= The Planet on Sunday =

The Planet on Sunday was a British tabloid Sunday newspaper that launched on 16 June 1996 and ran for only one edition. It was founded at a cost of £500,000 by Clifford Hards, an entrepreneur who made his fortune through operating budget coach holidays from the UK to Austria and Eastern Europe, with the intention of the paper highlighting environmental and conservation issues.

The paper was edited by former Sunday Sport journalist Austin Mitchelson, and aimed at the same reader demographic as The Mail on Sunday and the Sunday Express.

With content that focused primarily on environmental issues, something about which Hards felt strongly, The Planet on Sundays inaugural edition set out the newspaper's agenda—calling for a reduction in international trade, something Hards felt would lead to less environmental pollution, and arguing that the United Kingdom would be better off outside the European Union.

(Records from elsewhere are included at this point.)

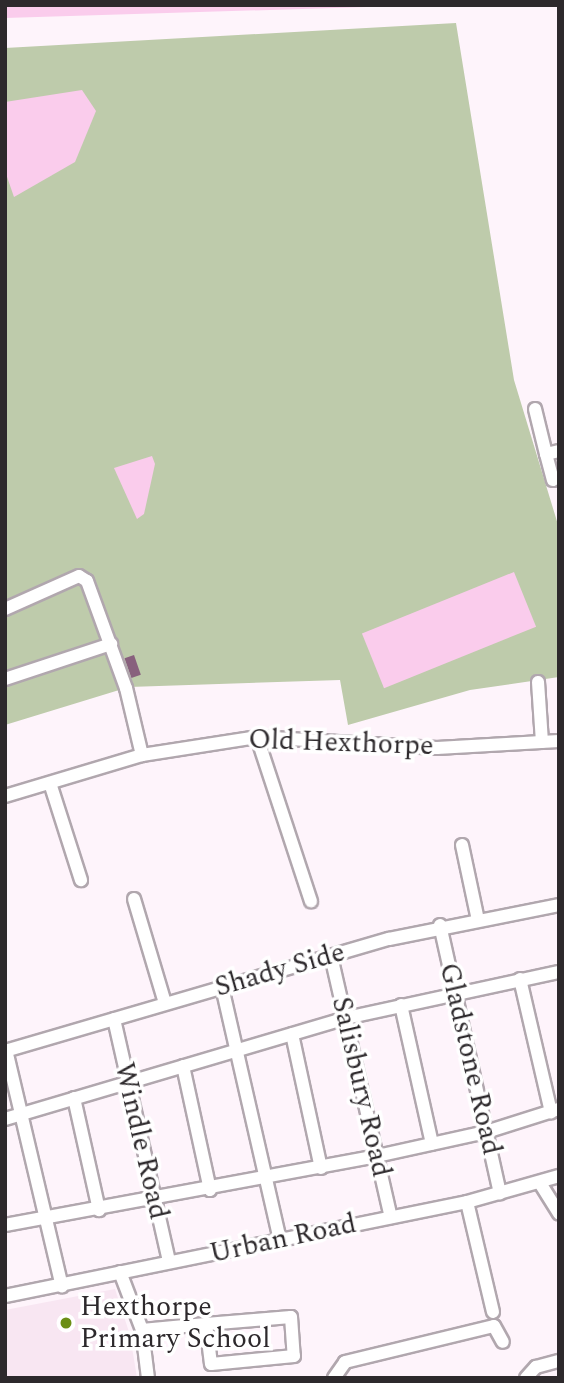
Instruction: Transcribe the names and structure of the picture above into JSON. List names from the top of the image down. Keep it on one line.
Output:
{"streets":{"street":["Old Hexthorpe","Shady Side","Gladstone Road","Salisbury Road","Windle Road","Urban Road"]},"crossings":[["Shady Side","Gladstone Road"],["Shady Side","Salisbury Road"],["Shady Side","Windle Road"],["Gladstone Road","Urban Road"],["Salisbury Road","Urban Road"],["Windle Road","Urban Road"]],"places":["Hexthorpe Primary School"]}
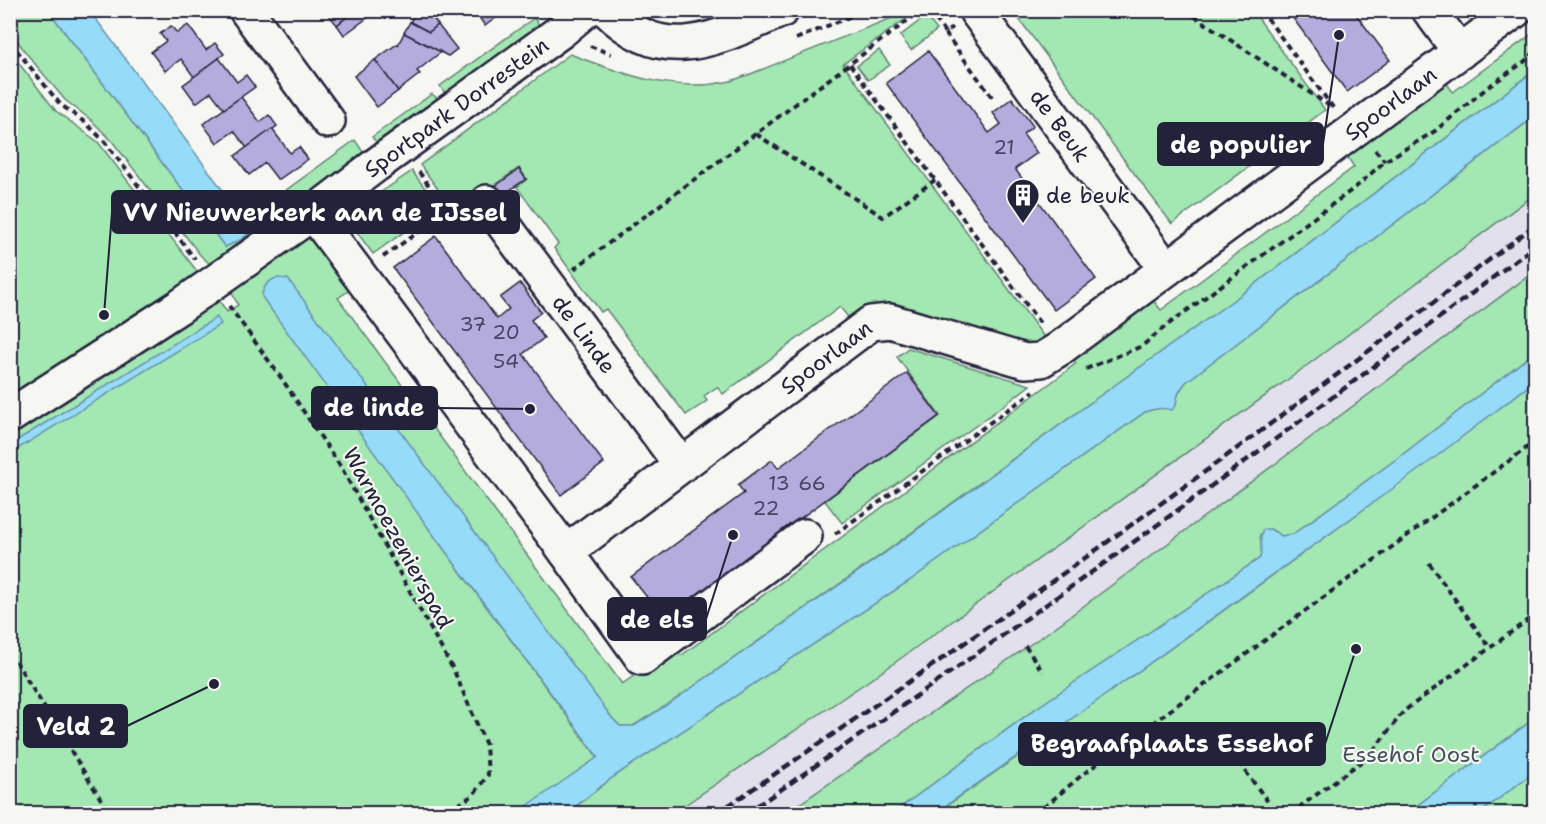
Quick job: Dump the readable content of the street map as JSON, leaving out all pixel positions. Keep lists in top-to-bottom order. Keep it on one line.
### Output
{"streets":{"street":["Spoorlaan","Sportpark Dorrestein","de Beuk","de Linde"],"path":["Warmoezenierspad"]},"crossings":[["Spoorlaan","de Beuk"],["Spoorlaan","de Linde"],["Sportpark Dorrestein","Warmoezenierspad"]],"parks":["Essehof Oost"],"places":{"other":["de populier","VV Nieuwerkerk aan de IJssel","de linde","de els","Begraafplaats Essehof","Veld 2"],"building":["de beuk"]},"house_numbers":["21","37","20","54","13","66","22"]}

But the newspaper was noted for some bizarre stories which had a sensationalist tone, among them a report about a jilted gorilla that had resorted to violence, and a claim that sunbathing could lead to people developing AIDS-type illnesses. Also featured was a Dan Dare comic strip by Sydney Jordan and Theyen Rich, the character having been updated for the 1990s.

The Planet on Sunday sold 115,000 copies, but Hards himself was reportedly unhappy with the content. On 20 June 1996 The Independent reported that "he found little else to please him than the Dan Dare comic strip". At a meeting of newspaper staff on 19 June, and following differences with his editor, Hards announced that the newspaper would cease publication. "I feel it is better to withdraw than produce a publication that does not match the ideals of the environmental movement. I do however, appreciate how hard the staff have worked."